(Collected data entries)
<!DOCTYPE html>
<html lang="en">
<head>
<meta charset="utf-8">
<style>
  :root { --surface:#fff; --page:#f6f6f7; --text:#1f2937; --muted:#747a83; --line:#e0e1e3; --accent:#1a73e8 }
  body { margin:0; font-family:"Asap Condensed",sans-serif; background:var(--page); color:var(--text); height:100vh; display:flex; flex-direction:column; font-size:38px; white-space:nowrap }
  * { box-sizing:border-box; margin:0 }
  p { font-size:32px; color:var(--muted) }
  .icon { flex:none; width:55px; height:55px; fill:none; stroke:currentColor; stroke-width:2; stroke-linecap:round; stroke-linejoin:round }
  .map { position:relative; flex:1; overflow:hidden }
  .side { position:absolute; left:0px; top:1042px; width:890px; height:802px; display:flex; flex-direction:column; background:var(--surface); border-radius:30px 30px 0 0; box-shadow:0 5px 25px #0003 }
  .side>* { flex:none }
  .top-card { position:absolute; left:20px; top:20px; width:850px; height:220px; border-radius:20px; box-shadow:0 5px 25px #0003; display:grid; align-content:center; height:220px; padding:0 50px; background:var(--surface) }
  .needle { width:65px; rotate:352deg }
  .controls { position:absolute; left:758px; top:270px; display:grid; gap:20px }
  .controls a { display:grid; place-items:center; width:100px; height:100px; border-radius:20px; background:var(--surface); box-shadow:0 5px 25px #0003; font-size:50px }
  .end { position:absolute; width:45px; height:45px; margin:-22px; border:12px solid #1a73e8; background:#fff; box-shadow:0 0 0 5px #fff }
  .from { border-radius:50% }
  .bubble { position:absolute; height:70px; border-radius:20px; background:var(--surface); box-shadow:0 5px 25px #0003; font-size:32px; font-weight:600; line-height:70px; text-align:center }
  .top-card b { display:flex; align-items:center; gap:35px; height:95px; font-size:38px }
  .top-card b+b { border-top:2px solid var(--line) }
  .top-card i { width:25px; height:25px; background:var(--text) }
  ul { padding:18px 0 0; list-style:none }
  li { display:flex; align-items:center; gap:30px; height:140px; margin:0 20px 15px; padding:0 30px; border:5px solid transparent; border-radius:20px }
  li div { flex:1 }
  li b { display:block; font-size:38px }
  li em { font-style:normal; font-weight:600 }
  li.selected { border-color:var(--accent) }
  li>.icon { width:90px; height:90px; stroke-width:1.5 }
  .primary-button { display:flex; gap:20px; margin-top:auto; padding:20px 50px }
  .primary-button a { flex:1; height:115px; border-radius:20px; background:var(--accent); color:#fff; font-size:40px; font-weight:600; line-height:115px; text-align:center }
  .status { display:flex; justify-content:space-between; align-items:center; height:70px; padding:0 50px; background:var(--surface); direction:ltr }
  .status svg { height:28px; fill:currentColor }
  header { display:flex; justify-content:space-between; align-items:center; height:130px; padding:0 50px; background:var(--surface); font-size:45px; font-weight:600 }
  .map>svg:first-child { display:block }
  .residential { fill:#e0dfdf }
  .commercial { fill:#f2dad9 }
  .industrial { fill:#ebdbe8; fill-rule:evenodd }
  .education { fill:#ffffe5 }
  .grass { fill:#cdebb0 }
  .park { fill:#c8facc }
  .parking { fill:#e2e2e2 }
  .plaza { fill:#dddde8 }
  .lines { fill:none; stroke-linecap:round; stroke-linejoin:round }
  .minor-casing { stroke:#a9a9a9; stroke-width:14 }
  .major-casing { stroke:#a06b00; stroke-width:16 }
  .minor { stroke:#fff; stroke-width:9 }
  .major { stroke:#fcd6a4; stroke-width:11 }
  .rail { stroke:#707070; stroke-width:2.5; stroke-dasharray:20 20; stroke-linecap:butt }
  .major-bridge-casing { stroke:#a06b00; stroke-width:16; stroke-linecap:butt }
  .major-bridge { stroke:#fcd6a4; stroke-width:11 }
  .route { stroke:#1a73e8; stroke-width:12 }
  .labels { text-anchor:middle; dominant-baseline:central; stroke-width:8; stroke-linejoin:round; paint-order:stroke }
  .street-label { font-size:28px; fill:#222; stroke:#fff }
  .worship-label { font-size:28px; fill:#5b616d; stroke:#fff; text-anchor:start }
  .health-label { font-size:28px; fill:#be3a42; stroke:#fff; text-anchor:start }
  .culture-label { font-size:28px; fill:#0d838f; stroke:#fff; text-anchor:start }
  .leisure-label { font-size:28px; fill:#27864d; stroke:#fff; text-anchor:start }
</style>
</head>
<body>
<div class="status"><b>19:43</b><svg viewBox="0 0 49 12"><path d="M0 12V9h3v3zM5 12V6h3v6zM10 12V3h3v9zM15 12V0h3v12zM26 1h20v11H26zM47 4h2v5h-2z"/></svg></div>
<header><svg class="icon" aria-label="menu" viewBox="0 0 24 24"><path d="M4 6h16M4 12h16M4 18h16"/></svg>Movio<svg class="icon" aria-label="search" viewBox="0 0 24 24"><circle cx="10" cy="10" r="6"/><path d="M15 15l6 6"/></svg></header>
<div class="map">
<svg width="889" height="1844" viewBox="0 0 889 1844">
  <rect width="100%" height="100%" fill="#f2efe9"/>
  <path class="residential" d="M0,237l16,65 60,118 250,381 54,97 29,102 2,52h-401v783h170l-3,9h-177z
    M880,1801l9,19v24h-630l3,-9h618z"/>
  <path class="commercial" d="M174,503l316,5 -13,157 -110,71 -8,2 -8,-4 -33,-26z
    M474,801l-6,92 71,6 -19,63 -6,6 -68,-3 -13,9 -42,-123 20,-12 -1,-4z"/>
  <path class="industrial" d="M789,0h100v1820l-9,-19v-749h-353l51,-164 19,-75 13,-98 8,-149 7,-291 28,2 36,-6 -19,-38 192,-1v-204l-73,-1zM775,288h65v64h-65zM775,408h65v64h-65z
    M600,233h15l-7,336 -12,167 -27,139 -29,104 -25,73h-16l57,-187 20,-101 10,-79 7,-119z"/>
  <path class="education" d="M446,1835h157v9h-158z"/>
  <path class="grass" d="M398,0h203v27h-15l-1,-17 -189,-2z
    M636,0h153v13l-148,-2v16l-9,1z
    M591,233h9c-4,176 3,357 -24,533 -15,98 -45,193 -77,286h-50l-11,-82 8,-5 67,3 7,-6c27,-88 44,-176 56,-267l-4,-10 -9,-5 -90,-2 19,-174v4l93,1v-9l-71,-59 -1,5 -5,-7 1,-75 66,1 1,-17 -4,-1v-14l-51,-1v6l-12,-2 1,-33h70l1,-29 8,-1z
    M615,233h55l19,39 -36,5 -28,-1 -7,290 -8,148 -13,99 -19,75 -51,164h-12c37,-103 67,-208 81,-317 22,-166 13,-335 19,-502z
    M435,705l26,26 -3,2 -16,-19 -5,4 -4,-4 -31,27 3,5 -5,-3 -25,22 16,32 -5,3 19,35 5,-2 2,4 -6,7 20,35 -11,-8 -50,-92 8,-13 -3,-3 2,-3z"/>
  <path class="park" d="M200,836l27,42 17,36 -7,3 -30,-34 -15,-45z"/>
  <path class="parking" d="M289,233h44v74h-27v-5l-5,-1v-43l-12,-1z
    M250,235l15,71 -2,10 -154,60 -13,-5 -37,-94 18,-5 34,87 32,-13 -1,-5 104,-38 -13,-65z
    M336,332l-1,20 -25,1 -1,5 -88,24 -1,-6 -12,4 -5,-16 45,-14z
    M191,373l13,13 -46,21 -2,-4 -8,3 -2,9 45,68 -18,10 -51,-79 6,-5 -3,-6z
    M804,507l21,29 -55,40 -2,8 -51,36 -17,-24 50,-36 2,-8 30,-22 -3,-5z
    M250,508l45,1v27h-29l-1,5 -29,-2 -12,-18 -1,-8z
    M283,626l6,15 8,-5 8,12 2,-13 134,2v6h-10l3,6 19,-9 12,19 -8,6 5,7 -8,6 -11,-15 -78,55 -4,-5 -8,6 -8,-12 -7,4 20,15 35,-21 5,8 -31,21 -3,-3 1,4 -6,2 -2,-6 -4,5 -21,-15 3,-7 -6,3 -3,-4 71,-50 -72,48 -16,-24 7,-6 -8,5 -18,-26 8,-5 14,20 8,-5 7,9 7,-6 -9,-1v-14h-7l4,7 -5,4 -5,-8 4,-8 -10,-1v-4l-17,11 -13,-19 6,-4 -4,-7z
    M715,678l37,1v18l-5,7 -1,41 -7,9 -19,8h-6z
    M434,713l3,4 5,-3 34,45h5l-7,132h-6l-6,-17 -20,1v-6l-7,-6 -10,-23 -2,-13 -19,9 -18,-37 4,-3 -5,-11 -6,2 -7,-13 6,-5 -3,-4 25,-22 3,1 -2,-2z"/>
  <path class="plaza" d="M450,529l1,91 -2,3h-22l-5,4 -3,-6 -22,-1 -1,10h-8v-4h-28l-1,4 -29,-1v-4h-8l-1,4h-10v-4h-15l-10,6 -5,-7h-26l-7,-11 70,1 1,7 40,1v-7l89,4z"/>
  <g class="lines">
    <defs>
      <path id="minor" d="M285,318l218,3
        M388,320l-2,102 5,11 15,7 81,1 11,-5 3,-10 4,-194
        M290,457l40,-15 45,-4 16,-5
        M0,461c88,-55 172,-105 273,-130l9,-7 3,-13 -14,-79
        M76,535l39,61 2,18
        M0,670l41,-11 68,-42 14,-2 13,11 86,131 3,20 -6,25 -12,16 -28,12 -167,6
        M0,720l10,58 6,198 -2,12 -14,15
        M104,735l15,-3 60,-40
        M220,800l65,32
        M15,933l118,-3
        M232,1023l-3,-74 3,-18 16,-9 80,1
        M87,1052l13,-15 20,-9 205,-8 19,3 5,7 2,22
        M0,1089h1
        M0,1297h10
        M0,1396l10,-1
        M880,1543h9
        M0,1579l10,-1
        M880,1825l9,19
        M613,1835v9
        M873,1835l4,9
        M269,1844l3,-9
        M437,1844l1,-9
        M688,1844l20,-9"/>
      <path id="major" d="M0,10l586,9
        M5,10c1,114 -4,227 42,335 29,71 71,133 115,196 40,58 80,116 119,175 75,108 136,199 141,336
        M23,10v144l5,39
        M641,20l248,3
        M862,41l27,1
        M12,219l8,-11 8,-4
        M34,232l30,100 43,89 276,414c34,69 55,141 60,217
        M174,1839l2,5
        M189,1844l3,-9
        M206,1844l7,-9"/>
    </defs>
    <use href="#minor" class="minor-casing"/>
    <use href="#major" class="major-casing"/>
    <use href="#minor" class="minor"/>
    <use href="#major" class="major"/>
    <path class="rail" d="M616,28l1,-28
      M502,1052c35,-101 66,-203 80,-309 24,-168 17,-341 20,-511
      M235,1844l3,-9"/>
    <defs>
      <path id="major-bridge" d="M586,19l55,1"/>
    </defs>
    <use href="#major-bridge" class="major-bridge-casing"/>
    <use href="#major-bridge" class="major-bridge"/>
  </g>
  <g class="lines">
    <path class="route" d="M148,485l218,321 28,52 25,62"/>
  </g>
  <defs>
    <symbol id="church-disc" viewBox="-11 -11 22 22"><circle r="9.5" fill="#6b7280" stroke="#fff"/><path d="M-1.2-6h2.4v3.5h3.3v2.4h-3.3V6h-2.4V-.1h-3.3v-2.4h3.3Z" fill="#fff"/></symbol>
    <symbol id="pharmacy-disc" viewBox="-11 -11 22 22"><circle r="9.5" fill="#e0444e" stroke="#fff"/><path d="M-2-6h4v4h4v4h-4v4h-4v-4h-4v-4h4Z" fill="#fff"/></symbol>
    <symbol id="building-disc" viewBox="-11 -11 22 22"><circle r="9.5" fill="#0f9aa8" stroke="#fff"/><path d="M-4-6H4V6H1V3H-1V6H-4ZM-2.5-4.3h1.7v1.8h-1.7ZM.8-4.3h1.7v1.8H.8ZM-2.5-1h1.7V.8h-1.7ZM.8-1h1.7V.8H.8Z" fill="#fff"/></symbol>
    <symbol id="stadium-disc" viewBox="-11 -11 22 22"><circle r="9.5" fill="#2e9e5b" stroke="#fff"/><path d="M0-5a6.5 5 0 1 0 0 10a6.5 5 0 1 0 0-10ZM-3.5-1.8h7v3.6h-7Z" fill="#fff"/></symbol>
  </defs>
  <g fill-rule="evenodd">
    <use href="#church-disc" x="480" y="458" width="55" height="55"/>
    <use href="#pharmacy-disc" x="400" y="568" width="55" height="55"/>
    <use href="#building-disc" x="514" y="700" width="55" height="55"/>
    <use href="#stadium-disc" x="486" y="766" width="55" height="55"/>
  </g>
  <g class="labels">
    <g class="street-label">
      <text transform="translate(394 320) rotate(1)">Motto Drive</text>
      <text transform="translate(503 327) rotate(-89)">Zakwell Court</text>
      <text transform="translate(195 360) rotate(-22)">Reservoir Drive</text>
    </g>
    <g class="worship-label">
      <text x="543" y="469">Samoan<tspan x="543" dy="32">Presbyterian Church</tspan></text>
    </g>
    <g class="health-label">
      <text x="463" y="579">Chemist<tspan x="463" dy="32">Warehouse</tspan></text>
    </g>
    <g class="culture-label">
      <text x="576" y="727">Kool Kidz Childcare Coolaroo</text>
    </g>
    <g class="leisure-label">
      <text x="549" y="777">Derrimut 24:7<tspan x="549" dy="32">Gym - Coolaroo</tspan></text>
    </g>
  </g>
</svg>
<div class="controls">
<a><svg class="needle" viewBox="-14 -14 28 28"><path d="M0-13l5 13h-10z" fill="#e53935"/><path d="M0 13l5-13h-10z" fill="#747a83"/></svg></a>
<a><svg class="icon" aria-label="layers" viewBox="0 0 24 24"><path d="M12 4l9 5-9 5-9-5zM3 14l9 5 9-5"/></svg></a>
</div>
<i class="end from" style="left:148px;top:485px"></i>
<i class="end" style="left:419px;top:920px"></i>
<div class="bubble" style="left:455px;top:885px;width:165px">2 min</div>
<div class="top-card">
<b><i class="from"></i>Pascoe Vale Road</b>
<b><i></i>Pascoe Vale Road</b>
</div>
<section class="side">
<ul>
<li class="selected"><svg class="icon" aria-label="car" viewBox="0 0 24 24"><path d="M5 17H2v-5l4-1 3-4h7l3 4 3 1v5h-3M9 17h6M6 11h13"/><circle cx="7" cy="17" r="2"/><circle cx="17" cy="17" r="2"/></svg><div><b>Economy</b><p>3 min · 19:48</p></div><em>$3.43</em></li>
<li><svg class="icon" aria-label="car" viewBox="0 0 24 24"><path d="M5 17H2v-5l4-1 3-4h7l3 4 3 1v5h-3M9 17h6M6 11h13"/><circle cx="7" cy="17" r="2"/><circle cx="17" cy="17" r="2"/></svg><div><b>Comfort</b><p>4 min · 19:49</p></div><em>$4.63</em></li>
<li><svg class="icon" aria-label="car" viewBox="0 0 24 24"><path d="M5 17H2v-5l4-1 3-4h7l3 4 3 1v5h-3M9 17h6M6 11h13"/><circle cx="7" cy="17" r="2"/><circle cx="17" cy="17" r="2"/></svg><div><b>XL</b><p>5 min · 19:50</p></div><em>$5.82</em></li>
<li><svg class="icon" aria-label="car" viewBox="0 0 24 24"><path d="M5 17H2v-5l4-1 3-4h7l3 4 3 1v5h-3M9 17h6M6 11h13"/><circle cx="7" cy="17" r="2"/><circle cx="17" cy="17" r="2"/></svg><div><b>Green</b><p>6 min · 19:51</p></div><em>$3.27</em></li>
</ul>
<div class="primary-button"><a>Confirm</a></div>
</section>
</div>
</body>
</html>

* _Task requirements_
Give again, word for word, the records from their first line to the one with "--surface:#fff; --page:#f6f6f7; --text:#1f2937;", and leave out all else.

* _Written reply_
<!DOCTYPE html>
<html lang="en">
<head>
<meta charset="utf-8">
<style>
  :root { --surface:#fff; --page:#f6f6f7; --text:#1f2937; --muted:#747a83; --line:#e0e1e3; --accent:#1a73e8 }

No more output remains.